Genesis 3, in separating humans from God, brought in a human dominion and a human desire which were different from relationships in the original creation (verse 16).

Each of these, if we think deeply about them, arose out of individual alienation from God.

But now, because we walk in the light, because we have been restored to fellowship with God, this alienation from each other has been overcome:

We no longer need to bear our personal shame: Christ has borne our shame. We are each hidden with Christ in God (Colossians 3:3). That is also how we are to view ourselves and each other.

We no longer need to justify, defend or preserve ourselves: the righteousness of Christ has been credited equally to each of us; God has freely acquitted (justified) us; all charges against each of us have been fully paid by Christ; God does not count our sin against us’(Romans 3:21 – 24; 4:5, 8). That is also how we are to relate to each other.

Jesus Christ by re-establishing our relationship with God, has also re-established God’s dominion/authority in our lives, and re-united us with him who alone can truly satisfy our human longings. We should not expect of each other that which only God can provide.

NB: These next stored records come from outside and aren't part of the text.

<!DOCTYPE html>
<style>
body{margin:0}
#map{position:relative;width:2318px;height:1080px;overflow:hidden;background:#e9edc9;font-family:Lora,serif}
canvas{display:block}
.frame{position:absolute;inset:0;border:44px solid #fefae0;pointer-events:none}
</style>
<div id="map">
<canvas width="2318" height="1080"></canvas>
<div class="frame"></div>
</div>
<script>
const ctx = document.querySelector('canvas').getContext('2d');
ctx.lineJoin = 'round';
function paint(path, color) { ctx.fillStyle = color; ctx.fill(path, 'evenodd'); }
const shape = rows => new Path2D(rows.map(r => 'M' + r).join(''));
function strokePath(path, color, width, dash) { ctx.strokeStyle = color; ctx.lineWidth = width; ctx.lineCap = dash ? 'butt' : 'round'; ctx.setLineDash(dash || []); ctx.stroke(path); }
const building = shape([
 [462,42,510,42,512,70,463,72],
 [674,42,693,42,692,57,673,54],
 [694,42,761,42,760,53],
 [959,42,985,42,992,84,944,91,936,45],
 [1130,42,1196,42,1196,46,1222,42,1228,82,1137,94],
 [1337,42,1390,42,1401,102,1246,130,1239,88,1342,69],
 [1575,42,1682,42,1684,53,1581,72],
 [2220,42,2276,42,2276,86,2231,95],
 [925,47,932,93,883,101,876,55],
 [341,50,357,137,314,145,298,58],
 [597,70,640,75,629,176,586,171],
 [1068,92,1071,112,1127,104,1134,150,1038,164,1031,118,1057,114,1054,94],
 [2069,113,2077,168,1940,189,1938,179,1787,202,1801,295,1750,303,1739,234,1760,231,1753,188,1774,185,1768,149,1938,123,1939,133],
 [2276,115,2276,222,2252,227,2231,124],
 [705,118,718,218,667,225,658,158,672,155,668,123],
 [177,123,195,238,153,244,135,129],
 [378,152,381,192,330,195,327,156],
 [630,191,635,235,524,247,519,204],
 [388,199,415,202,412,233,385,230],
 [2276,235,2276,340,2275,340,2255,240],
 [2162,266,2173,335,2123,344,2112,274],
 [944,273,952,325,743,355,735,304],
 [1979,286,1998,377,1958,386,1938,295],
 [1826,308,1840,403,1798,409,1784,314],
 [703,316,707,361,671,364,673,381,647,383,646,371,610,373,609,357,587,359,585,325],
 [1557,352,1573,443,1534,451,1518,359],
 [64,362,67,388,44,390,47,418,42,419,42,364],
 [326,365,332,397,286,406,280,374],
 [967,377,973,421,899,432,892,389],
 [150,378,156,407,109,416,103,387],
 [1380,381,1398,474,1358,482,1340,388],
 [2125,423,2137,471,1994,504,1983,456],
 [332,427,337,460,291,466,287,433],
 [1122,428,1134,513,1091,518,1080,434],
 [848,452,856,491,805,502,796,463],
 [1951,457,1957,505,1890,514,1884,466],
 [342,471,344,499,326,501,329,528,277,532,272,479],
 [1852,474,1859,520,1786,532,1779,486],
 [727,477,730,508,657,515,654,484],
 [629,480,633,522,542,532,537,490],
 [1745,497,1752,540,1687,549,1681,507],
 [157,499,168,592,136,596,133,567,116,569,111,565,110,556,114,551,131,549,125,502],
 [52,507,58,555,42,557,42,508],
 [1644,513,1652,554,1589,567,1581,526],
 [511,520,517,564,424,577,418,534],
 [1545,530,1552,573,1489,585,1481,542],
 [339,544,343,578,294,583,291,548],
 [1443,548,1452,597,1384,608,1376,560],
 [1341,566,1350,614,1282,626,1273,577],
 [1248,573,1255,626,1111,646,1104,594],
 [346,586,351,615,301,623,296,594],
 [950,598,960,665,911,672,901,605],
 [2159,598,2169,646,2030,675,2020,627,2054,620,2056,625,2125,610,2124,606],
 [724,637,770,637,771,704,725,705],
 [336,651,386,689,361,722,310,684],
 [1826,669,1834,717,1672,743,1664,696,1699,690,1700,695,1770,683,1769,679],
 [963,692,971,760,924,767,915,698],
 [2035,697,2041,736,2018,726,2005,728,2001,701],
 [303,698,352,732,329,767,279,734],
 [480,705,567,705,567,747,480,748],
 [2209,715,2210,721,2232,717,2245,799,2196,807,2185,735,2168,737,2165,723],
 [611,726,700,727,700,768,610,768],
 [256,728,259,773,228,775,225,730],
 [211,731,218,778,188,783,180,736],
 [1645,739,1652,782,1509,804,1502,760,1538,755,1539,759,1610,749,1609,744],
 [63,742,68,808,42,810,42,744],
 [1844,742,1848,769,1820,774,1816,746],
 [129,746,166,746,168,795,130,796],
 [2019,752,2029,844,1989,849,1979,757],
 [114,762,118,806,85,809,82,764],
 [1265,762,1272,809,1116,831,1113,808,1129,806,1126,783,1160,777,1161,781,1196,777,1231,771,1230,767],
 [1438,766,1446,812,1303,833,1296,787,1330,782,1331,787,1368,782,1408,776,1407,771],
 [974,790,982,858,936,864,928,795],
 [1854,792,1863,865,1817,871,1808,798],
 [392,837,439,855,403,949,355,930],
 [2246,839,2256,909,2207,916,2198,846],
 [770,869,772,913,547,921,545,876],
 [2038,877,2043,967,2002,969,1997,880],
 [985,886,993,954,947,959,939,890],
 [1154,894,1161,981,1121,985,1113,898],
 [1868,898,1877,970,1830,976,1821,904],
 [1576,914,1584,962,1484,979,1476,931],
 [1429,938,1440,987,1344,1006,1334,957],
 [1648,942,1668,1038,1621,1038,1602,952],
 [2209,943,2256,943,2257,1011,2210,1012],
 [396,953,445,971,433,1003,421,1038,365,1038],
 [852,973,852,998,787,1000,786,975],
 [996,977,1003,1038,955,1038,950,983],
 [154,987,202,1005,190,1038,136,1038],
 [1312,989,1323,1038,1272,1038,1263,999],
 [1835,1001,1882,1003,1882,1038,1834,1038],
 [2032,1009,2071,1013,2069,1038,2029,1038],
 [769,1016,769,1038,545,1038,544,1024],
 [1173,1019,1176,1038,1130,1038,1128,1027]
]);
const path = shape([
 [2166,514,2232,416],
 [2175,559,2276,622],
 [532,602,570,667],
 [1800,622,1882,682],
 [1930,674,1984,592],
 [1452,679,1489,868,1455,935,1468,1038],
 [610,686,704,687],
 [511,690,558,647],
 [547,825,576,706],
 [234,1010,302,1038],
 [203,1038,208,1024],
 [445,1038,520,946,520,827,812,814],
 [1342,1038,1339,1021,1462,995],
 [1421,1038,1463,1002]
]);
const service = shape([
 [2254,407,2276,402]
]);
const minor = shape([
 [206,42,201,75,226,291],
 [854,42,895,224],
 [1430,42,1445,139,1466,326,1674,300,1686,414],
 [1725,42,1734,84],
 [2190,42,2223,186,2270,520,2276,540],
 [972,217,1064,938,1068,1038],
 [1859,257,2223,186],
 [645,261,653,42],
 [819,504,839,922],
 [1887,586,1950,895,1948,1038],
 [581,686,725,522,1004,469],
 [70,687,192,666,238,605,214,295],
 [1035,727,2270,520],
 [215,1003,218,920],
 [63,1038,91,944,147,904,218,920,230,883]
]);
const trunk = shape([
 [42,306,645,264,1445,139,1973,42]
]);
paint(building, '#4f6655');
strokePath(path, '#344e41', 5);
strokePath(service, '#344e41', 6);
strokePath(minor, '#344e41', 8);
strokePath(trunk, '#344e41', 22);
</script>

By the blood of Jesus Christ Genesis 3 has been undone, and continues to be undone. As we live in the light of this great reversal, as we live in the freedom of this redemption, we realise that it is not just true of ‘me’ but also true of every believer. What God has done for me in Christ, he has also done for them in Christ.

This fellowship, this common salvation, this common liberation from having to save ourselves, this common identity in Christ, determines the way we live with each other: if we walk in this light, we walk in such a way that reflects this fellowship with one another that is grounded in our common salvation – the blood of Jesus.